Ending work in process

$2,000

$2,500

a.) Record the transfer costs from the cutting department to the painting department in Aug.
b.) Record the transfer costs from the painting department to the finished goods inventory account in Aug.

4.) Badin Corp. has the following information about its most popular product line:

Sales price per unit

$50

Variable cost per unit

$25

Total fixed manufacturing & overhead costs

$400,000

Compute the following:

a.) Unit contribution margin.
b.) Units that must be sold to break even.
c.) Units that must be sold to earn an operating income of $500,000.

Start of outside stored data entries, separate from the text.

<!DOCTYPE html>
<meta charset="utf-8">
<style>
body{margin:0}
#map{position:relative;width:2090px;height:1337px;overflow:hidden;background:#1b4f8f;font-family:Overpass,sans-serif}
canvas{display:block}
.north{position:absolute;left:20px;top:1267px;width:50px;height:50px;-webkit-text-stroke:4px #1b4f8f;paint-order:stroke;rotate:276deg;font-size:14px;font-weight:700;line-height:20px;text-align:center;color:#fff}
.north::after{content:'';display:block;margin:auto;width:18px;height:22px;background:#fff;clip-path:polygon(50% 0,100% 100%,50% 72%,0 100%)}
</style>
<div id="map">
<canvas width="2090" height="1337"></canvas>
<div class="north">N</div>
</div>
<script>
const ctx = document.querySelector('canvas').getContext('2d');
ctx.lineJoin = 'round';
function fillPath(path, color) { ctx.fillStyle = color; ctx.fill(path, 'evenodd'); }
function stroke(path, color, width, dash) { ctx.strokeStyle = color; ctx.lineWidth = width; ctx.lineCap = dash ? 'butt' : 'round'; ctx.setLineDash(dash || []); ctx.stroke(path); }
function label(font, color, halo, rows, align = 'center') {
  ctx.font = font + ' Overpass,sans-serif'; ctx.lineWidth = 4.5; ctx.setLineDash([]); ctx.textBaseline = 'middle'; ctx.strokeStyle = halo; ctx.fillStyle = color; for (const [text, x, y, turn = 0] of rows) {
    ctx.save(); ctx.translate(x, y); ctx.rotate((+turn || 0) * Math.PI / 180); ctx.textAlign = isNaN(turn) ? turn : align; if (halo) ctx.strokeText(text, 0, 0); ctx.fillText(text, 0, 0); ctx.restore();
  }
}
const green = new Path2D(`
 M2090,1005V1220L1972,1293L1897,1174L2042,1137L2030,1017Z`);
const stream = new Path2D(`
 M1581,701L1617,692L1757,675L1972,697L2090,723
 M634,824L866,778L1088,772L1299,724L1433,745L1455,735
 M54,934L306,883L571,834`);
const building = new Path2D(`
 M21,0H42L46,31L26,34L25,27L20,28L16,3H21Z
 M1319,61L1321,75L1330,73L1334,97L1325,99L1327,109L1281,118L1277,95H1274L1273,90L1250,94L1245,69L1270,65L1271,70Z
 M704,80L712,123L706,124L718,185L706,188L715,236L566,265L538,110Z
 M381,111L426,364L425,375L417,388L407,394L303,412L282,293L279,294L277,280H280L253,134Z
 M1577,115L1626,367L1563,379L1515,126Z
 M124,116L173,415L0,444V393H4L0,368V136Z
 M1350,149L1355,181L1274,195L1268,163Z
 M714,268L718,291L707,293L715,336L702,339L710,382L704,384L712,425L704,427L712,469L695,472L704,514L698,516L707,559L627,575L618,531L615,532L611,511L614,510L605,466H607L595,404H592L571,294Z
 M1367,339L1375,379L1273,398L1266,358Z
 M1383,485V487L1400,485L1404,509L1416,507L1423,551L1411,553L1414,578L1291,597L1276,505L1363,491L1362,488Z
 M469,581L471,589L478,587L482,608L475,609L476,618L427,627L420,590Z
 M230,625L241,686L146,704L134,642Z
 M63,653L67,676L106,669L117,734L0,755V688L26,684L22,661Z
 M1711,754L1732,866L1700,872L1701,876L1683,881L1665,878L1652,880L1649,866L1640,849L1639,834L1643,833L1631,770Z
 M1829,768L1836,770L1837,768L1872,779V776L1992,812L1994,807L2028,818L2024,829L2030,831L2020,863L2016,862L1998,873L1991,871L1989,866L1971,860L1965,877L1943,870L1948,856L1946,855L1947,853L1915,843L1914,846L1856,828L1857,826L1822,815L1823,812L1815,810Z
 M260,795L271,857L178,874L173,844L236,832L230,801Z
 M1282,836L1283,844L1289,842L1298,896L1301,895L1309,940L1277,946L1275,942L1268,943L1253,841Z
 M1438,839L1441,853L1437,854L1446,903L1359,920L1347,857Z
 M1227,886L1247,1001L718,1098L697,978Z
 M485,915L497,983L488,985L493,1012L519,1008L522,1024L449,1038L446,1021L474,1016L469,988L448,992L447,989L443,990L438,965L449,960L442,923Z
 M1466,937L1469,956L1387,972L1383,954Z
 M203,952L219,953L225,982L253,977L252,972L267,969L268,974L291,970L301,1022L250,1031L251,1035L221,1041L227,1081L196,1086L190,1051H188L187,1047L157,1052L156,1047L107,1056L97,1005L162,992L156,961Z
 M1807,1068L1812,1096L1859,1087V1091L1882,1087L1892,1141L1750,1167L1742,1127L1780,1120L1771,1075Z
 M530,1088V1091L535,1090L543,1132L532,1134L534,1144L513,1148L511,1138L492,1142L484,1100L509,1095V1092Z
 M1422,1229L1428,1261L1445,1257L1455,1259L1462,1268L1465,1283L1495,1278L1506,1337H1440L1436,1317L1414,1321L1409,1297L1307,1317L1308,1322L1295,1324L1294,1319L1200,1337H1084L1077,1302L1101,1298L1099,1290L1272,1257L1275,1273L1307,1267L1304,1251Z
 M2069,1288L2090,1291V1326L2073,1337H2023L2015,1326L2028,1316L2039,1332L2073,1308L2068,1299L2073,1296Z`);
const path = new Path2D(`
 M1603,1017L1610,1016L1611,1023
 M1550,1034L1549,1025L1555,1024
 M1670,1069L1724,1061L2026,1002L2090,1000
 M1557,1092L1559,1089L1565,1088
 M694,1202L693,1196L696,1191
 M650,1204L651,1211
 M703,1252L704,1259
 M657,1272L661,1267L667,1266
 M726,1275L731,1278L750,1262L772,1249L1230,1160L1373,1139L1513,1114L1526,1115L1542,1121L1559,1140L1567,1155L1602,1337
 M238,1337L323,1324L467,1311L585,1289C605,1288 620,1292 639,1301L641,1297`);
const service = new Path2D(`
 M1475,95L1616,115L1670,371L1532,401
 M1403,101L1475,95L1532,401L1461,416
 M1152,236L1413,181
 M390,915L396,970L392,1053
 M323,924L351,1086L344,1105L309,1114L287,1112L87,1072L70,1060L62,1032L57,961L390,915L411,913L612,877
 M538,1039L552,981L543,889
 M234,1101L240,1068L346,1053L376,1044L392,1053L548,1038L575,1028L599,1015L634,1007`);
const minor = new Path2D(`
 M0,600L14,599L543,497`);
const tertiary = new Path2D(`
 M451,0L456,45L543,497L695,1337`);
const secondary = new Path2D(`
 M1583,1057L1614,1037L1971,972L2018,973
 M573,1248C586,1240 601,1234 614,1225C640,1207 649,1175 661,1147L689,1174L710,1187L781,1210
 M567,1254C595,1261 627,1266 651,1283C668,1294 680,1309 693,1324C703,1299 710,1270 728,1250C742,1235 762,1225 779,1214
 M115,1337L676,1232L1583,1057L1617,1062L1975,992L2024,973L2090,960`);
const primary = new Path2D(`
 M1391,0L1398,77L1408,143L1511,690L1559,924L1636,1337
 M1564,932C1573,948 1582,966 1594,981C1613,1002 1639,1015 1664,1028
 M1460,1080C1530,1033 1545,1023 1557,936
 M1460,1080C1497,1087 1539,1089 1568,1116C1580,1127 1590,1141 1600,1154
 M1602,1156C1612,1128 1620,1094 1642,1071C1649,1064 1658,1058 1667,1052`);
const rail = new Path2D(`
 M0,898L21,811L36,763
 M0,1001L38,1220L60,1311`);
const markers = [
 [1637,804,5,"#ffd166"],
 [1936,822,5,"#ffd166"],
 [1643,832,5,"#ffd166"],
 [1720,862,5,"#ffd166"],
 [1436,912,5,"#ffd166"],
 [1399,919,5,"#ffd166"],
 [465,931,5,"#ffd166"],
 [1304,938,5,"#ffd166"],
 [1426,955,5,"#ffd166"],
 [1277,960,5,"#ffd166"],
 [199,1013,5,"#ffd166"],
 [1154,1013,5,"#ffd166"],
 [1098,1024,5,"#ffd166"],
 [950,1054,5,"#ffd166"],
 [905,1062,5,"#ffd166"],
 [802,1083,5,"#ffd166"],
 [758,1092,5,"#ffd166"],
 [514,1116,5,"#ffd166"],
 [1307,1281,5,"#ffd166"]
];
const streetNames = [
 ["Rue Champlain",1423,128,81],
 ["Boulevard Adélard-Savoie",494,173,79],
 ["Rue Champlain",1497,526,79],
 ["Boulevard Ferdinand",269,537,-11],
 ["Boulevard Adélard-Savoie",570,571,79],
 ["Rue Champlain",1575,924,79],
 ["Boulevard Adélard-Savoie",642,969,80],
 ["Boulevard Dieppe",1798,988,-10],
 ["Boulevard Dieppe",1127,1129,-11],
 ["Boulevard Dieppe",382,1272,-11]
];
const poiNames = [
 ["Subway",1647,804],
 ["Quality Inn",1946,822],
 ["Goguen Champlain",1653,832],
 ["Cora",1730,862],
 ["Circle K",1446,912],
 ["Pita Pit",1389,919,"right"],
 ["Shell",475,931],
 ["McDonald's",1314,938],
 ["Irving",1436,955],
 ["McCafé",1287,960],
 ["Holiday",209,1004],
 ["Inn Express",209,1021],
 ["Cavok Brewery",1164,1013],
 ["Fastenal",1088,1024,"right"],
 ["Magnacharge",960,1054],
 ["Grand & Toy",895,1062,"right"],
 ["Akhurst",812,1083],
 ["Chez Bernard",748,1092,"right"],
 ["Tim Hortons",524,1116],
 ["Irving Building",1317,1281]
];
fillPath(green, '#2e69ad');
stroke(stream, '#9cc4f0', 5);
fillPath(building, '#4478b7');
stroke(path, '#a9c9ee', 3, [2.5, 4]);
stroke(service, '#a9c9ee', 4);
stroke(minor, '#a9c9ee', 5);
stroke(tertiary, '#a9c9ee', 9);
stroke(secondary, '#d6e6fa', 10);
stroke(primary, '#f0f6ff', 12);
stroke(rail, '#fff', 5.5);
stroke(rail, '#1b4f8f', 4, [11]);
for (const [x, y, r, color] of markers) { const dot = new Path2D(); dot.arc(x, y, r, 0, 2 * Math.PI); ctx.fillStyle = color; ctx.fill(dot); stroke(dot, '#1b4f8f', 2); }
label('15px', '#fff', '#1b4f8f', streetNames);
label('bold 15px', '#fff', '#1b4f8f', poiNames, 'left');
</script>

5.) Complete Dillon Corp.'s flexible budget for 75,000 units using the information listed below:

 

25,000 Units

50,000 Units

75,000 Units

Sales

$375,000

$750,000

 

Cost of Goods Sold

$250,000

$500,000

 

Gross Profit on Sales

$125,000

$250,000

 

Operating expenses ($10,000 of it is fixed)

$35,000

$60,000

 

Operating Income

$90,000

$190,000

 

Income Taxes (30% of operating income)

$27,000

$57,000

 

Net Income

$63,000

$133,000

 

Assume that cost of goods sold and any variable operating expenses vary directly with sales and that income taxes remain constant at 30%.

6.) Del Sol Healthcare is considering two capital investment proposals. The information for both projects is listed below:

 

Proposal #1

Proposal #2

Cost of the investment

$250,000

$300,000

Estimated salvage value

$25,000

$30,000

Average estimated net income

$50,000

$60,000

 

Calculate the return on average investment for both proposals and discuss which one would be the best option for investment.